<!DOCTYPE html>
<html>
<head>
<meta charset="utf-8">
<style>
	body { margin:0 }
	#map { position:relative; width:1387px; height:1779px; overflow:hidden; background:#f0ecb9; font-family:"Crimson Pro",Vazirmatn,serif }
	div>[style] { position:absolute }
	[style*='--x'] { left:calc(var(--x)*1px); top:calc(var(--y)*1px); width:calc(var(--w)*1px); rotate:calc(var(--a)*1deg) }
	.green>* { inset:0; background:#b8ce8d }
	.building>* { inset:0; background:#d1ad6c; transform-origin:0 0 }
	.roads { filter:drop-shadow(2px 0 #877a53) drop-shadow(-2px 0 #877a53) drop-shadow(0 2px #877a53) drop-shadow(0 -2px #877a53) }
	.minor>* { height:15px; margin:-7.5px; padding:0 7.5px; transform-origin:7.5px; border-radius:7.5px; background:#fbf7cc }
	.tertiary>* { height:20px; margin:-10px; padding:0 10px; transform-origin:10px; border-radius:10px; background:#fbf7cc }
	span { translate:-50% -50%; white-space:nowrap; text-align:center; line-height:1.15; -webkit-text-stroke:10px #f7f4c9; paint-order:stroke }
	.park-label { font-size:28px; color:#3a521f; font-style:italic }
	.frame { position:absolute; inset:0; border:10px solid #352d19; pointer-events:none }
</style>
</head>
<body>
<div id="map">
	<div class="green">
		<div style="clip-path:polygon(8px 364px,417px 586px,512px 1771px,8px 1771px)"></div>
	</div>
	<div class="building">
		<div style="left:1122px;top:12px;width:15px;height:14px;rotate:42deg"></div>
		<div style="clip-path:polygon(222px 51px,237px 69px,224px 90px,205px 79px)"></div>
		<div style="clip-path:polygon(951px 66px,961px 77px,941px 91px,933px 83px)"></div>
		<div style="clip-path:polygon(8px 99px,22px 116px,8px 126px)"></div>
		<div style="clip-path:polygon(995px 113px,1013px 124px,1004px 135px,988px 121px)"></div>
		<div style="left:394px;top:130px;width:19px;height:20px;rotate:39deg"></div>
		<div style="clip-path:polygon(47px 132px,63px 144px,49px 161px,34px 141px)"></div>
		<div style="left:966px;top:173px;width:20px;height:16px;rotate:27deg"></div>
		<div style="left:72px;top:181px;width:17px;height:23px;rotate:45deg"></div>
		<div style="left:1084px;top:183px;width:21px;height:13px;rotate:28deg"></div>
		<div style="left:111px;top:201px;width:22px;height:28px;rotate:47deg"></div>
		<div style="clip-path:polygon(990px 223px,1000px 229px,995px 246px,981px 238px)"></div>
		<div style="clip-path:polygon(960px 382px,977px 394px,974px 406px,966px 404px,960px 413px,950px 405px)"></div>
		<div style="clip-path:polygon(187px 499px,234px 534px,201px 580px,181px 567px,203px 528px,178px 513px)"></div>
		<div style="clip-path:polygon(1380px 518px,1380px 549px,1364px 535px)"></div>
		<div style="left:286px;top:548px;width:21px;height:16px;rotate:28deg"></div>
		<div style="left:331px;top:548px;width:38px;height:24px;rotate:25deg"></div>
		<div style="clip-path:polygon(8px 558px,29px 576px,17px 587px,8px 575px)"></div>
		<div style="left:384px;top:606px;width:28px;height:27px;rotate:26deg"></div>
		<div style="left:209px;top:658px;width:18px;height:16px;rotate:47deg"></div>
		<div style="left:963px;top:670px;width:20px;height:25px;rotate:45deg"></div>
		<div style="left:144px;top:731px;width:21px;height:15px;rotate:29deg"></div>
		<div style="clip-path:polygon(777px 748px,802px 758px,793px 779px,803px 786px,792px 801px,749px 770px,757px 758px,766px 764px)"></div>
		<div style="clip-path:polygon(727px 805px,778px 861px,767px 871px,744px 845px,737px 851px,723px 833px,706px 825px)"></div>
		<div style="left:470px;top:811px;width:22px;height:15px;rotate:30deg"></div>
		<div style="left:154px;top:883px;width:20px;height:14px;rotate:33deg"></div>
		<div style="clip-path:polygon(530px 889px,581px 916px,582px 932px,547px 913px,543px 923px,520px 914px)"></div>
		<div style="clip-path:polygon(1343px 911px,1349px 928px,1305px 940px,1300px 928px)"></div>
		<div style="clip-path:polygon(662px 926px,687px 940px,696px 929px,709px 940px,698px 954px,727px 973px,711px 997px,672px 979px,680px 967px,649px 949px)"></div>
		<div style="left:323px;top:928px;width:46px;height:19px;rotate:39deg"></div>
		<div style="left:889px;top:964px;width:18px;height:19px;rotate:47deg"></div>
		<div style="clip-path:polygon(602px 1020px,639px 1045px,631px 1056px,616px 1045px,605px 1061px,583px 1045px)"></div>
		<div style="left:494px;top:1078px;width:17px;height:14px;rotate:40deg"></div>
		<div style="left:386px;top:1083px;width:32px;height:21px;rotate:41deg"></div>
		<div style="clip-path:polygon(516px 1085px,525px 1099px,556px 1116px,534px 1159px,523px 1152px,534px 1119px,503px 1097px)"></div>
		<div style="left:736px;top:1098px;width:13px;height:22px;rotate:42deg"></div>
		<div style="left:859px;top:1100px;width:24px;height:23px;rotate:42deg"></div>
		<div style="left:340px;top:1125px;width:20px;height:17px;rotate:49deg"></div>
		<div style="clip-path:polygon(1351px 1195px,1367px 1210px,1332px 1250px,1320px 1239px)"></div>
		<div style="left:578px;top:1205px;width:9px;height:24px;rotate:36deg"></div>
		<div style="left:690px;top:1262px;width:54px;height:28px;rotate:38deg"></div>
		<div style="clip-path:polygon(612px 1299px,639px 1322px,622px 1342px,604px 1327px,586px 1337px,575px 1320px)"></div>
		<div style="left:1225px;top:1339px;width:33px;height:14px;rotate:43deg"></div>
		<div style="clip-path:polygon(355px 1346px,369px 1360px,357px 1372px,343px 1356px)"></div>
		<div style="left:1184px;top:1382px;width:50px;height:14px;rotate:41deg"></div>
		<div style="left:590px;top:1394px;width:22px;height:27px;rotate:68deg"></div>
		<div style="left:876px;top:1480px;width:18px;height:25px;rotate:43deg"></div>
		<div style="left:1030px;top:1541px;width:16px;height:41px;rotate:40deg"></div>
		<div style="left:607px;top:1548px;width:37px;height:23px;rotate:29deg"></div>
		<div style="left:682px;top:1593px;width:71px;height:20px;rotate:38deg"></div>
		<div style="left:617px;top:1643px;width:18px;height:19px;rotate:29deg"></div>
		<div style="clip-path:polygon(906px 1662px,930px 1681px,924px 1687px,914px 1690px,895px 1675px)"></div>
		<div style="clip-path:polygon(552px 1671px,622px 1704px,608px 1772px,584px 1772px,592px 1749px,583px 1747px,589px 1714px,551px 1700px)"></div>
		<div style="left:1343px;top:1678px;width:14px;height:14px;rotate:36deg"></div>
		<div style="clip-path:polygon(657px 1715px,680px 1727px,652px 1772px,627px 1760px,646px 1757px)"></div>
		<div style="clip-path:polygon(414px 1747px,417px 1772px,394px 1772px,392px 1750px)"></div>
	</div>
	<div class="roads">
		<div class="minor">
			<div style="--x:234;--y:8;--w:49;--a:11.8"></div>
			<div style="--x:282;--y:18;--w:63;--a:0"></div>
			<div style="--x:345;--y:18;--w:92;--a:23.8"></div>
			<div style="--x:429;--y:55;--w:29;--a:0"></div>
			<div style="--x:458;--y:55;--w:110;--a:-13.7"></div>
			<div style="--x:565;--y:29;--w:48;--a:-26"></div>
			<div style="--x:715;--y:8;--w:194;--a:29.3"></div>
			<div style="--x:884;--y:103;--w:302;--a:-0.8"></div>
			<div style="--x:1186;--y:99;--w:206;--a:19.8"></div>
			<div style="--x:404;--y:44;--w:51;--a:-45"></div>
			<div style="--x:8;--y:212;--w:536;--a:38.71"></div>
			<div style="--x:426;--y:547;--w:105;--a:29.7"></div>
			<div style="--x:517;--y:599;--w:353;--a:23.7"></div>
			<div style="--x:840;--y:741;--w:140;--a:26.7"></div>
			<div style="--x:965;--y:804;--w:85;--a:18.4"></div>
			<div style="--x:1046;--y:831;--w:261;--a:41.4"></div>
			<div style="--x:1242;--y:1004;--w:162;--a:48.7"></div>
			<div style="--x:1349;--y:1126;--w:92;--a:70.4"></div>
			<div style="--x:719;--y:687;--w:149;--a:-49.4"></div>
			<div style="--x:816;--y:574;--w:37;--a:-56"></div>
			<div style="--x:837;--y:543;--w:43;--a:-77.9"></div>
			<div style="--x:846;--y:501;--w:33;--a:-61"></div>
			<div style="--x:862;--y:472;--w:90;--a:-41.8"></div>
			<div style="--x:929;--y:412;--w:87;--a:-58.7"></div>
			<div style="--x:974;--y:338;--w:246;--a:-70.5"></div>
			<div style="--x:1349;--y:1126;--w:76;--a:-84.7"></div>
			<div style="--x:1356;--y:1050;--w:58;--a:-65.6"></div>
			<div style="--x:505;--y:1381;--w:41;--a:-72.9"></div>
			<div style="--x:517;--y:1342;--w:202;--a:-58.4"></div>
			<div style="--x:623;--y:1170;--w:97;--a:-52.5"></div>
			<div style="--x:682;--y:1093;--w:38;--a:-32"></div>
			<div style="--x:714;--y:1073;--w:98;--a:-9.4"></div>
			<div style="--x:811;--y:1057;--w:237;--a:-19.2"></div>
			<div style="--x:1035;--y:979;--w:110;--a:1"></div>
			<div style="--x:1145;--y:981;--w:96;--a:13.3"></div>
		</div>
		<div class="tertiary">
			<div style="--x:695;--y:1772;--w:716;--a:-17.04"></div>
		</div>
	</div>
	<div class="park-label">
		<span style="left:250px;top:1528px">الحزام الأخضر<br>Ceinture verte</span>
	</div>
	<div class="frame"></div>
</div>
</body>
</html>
★ ★ ★ ★
*Activity:*
Which lines above run from the one containing "inset:0; background:#d1ad6c; transform-origin:0" down to the one containing "filter:drop-shadow(2px 0 #877a53)"? Repeat exactly those, both ends included, and nothing else.

*Written solution:*
	.building>* { inset:0; background:#d1ad6c; transform-origin:0 0 }
	.roads { filter:drop-shadow(2px 0 #877a53) drop-shadow(-2px 0 #877a53) drop-shadow(0 2px #877a53) drop-shadow(0 -2px #877a53) }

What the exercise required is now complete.